Japanese Foreign Minister Yoshimasa Hayashi announced today that he will travel to Germany next Friday to attend the Munich Security Conference (MSC), and indicated that he would take advantage of its presence in this forum to organize a meeting of G7 foreign ministers.

Hayashi will take part in this conference at which around fifty Heads of State or Government are expected, including German Chancellor Olaf Scholz and French President Emmanuel Macron, and where the Russian invasion of Ukraine should be one of the themes central.

Japan’s foreign minister will speak at a panel on the Indo-Pacific, where he will explain Japan’s new national security strategy approved by the country late last year, according to what he said today at a press conference.

In addition to its participation in this forum, Japan “is coordinating to hold the first meeting of G7 foreign ministers under the Japanese presidency”, said Hayashi, who did not give further details on this appointment.

Local media pointed out that the Japanese government’s idea is to hold the meeting of G7 foreign ministers in Germany around the 18th, taking advantage of the presence of other ministers from this group of countries at the conference which took place held in the German city of Munich between the 17th and 19th.

Japan, which assumed the rotating G7 presidency this year, aims to “highlight the importance of a rules-based international order” at G7 meetings, Hayashi said.

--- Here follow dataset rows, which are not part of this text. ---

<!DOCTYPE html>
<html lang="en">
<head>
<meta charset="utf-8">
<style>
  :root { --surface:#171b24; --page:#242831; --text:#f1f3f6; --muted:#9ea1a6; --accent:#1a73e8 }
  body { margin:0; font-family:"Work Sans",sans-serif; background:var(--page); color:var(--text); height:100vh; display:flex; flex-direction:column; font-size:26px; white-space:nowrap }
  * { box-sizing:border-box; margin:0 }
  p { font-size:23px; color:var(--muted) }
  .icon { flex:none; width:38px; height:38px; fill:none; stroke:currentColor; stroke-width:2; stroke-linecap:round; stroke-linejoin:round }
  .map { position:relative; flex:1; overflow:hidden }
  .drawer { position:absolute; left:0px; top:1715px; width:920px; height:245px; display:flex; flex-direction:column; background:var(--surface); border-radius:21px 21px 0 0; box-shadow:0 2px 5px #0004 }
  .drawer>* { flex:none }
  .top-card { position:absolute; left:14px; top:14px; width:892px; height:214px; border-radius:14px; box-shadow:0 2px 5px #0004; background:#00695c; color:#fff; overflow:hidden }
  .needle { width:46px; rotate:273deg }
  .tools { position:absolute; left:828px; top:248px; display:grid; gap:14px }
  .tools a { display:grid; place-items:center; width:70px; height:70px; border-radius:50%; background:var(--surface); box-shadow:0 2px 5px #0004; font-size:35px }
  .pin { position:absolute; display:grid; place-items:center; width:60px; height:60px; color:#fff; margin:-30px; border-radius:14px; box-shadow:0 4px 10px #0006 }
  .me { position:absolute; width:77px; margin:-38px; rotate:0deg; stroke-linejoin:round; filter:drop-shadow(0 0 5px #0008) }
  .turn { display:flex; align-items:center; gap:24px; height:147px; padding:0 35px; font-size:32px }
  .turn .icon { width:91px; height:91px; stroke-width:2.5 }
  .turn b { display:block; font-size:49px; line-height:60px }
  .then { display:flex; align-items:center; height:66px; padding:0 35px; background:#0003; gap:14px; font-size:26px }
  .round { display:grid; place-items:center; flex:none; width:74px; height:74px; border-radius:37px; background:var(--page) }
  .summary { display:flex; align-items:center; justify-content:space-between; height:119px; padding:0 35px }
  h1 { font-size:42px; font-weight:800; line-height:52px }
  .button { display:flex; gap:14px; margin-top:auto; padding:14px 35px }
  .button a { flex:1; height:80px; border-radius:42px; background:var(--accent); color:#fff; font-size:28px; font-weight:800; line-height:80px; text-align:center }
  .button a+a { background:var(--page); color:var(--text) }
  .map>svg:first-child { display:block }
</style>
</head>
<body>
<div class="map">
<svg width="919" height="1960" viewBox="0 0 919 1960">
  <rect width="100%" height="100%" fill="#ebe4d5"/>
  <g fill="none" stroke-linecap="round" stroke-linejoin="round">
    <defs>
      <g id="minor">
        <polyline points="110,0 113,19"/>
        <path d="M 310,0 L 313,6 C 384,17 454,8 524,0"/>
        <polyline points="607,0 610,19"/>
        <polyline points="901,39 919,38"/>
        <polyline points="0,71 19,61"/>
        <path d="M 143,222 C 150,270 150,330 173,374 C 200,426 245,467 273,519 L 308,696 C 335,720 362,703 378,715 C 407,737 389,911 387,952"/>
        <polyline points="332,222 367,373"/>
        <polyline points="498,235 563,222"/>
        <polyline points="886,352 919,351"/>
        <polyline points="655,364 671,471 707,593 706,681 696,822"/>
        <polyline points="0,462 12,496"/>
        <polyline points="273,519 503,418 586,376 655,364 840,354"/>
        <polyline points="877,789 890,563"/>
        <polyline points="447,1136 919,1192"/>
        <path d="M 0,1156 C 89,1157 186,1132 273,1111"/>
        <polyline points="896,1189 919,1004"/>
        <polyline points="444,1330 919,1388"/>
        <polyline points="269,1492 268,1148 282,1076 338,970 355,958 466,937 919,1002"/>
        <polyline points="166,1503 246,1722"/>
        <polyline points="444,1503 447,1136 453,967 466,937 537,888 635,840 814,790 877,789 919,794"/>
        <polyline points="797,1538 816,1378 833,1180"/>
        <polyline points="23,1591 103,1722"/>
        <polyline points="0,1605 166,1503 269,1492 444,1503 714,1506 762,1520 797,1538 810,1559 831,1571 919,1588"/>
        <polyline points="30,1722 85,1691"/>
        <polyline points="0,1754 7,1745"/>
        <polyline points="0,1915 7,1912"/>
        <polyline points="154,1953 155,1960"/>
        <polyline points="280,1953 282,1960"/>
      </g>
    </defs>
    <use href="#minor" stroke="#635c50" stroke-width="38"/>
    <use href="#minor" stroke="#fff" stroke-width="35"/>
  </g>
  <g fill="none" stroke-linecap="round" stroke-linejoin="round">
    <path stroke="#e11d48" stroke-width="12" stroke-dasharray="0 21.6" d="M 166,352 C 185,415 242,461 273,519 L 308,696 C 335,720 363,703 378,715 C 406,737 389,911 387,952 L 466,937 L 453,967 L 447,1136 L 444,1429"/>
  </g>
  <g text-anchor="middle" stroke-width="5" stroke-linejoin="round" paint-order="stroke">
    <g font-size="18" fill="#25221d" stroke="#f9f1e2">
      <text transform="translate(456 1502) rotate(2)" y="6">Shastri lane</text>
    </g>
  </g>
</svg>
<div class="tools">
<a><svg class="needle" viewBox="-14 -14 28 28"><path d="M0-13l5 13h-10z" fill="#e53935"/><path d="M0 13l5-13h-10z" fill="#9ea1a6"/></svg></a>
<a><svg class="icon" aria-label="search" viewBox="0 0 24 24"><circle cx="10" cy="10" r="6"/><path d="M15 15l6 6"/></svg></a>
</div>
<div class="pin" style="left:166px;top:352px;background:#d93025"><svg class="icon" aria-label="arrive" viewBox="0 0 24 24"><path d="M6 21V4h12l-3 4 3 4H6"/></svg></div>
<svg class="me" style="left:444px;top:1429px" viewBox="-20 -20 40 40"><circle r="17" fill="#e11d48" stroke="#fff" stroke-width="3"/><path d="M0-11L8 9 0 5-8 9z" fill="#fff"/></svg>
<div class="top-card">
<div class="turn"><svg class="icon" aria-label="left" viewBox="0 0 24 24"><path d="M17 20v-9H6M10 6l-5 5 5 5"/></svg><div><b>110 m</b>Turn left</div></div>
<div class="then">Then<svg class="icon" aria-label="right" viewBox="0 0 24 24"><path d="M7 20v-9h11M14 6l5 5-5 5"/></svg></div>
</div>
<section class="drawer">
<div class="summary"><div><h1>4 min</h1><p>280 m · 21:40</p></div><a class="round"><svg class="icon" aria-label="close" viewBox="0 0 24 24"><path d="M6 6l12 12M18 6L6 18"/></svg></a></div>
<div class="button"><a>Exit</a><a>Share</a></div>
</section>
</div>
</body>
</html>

The Japanese government is also planning to convene a videoconference summit of the Group of Seven leaders on February 24, the first anniversary of the Russian invasion of Ukraine, according to Japanese media reports earlier this month, although this information has not yet been officially confirmed.

Japanese Prime Minister Fumio Kishida plans to invite Ukrainian President Volodimir Zelensky, as well as the leaders of Germany, France, Italy, the United Kingdom, Canada and the United States to the telematic meeting.

Japan will host the face-to-face summit of G7 leaders in the city of Hiroshima at the end of May, a meeting in which the hosts hope to send a message of unity against Russian aggression against the neighboring country and in favor of denuclearization.

The telematic meeting of the 24th would serve in the same sense to reaffirm the support of the Group of Seven in kyiv and its condemnation of Moscow, as well as to seek additional means of financial assistance to Ukraine.